🎙

AgentZero Lite v0.6.1 — Voice in, OS out: when your CLI grows hands

notion image
A minimalist Windows shell for the AI era just learned two new tricks: it can drive your desktop, and you can drive it with your voice. Mission M0014 wired in a symmetric OS-Control surface — every read-only capability is exposed both as a CLI verb (AgentZeroLite.exe -cli os …) and as an LLM tool (os_*). Mission M0008 had already brought a fully on-device voice pipeline (Whisper + Vulkan, Akka Streams, command interception). Put them together and the on-device assistant can self-operate the computer hands-free — within a deliberate approval gate.

What shipped

Two capabilities, one runway.
Capability
Mission
What it gives you
OS-Control surface
M0014
List windows, screenshot, walk the UIA tree, click, type, activate — from CLI or from the LLM.
Voice pipeline
M0008 (and follow-ups)
Mic → Whisper STT (CPU+Vulkan) → command classifier → bot dispatch. Stop-words, "summarize terminal", and pass-through.
Each verb, each tool, each voice command leaves a JSONL audit line. Nothing leaves the machine. Read-only is unconditional; input simulation is gated. The point is symmetry: no matter which channel the request arrives on — keyboard, voice, remote CLI, LLM tool call — the same facade enforces the same rules.

Architecture at a glance

The voice signal and the keyboard signal converge on the same dispatch surface. From there an "AI Mode" toggle decides whether the text goes straight to the focused terminal or runs through the on-device LLM agent loop, which can itself call the OS-Control facade as a tool.
flowchart LR subgraph IN[Inputs] MIC[🎙 Mic] KBD[⌨ Keyboard] RCLI[📡 Remote CLI<br/>WM_COPYDATA] end subgraph VP[Voice pipeline · M0008] VAD[VAD + Akka Streams<br/>VoiceSegmenterFlow] STT[Whisper.net<br/>CPU + Vulkan] VCI[VoiceCommand<br/>Interceptor] end subgraph BOT[AgentBot · UI gateway] MODE{AI Mode?} LOOP[AgentLoopActor<br/>IAgentLoop] end subgraph TOOLS[Toolbelt · M0013/M0014] TR[Terminal-relay<br/>tools] OS[OS-Control facade<br/>OsControlService] end subgraph WIN[Windows surface] UIA[UI Automation tree] GDI[GDI BitBlt → PNG] INP[SendInput<br/>gated] end MIC --> VAD --> STT --> VCI VCI -- "stop / summarize" --> BOT VCI -- pass-through --> BOT KBD --> BOT RCLI --> BOT MODE -- off --> TR MODE -- on --> LOOP LOOP --> TR LOOP --> OS OS --> UIA OS --> GDI OS -.gate.-> INP OS --> AUDIT[(tmp/os-cli/audit/<br/>YYYY-MM-DD.jsonl)]
A few things this picture says explicitly:
  • One facade, many callers.
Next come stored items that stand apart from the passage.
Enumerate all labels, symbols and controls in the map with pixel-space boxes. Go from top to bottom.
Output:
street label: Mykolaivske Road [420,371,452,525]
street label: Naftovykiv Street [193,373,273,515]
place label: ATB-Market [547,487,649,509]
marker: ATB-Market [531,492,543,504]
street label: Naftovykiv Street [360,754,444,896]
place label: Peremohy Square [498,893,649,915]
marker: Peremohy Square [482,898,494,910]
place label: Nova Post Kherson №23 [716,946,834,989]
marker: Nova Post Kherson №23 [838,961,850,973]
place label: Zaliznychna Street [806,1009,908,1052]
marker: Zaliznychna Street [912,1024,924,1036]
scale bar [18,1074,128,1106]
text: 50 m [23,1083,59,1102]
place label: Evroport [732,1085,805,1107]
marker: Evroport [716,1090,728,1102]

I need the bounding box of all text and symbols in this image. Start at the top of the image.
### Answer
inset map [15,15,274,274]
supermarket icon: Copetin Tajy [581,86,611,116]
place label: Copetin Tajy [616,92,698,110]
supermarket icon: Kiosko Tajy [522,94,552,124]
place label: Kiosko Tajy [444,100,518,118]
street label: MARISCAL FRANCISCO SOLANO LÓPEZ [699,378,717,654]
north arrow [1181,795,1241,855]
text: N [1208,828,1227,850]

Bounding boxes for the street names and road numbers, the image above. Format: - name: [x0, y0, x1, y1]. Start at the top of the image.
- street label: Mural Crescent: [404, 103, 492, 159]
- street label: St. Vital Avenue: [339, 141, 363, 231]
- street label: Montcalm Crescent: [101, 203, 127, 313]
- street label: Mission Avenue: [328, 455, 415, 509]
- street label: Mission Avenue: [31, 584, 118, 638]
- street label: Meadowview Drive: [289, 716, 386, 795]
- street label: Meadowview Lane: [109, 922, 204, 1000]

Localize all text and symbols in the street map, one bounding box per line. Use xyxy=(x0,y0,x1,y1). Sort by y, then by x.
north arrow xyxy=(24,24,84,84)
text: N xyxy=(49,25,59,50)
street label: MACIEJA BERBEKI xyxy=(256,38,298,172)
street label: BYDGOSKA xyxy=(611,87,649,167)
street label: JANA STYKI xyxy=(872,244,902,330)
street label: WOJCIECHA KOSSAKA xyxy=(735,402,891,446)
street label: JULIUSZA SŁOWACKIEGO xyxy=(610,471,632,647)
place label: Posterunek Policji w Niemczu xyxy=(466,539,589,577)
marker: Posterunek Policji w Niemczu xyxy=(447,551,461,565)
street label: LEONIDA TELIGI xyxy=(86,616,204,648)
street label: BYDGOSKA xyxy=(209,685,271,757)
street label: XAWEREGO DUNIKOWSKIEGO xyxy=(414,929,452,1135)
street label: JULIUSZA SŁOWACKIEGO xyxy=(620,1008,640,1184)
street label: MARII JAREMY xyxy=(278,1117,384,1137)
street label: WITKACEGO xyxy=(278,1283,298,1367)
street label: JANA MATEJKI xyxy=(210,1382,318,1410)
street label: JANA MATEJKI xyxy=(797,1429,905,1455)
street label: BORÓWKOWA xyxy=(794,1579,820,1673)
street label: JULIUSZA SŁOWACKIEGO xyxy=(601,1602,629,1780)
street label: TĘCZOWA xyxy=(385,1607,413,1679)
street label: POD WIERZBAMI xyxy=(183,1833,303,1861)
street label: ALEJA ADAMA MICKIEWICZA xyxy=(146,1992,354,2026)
OsControlService is reached by the CLI dispatcher, the in-process LLM toolbelt, and the E2E smoke probe. They all stamp a caller field on the audit line, so a forensic reader can tell which channel originated a click.
  • The LLM never sees pixels. Screenshots return a path, not bytes. The agent loop's context never inflates with image data, and the prompt-injection attack surface stays small.
  • Voice is just another input. It funnels into the same bot dispatch the keyboard uses. Once the transcript arrives, AI Mode + tool calls decide what happens — including whether os_* tools fire.

The symmetric surface

Every read-only OS-Control feature is exposed twice — once as a CLI verb, once as an LLM tool:
CLI verb
LLM tool
Side-effect
Gate
os list-windows
os_list_windows
enum
none
os get-window-info <hwnd>
(CLI only)
read
none
os screenshot
os_screenshot
GDI BitBlt → PNG file
none
os element-tree <hwnd>
os_element_tree
UIA walk
none
os text-capture <hwnd>
(CLI only, Phase A)
UIA Name aggregation
none
os dpi
(CLI only)
metrics
none
os activate <hwnd>
os_activate
Z-order change
none
os mouse-click <x> <y>
os_mouse_click
input simulation
gated
os mouse-move / mouse-wheel
(CLI only, Phase B)
input simulation
gated
os keypress <spec>
os_key_press
input simulation
gated
os audit [--last N]
(CLI only)
inspect audit log
n/a
Read-only verbs are unconditional. Input simulation requires either:
  1. --allow-input on the CLI verb (per-call), or
  1. Process env var AGENTZERO_OS_INPUT_ALLOWED=1 (any of 1 / true / yes).
There is no per-call human prompt. The gate is binary by design — automation friction would defeat the purpose. The audit log gives the operator forensic visibility after the fact.
When a gated tool is denied, callers receive:
{ "ok": false, "error": "OS input simulation is gated. Set environment variable AGENTZERO_OS_INPUT_ALLOWED=1 (LLM/GUI) or pass --allow-input on the CLI verb to enable.", "verb": "<tool name>" }
The LLM system prompt explicitly forbids retrying after a gate denial. The model must report the failure via done rather than loop.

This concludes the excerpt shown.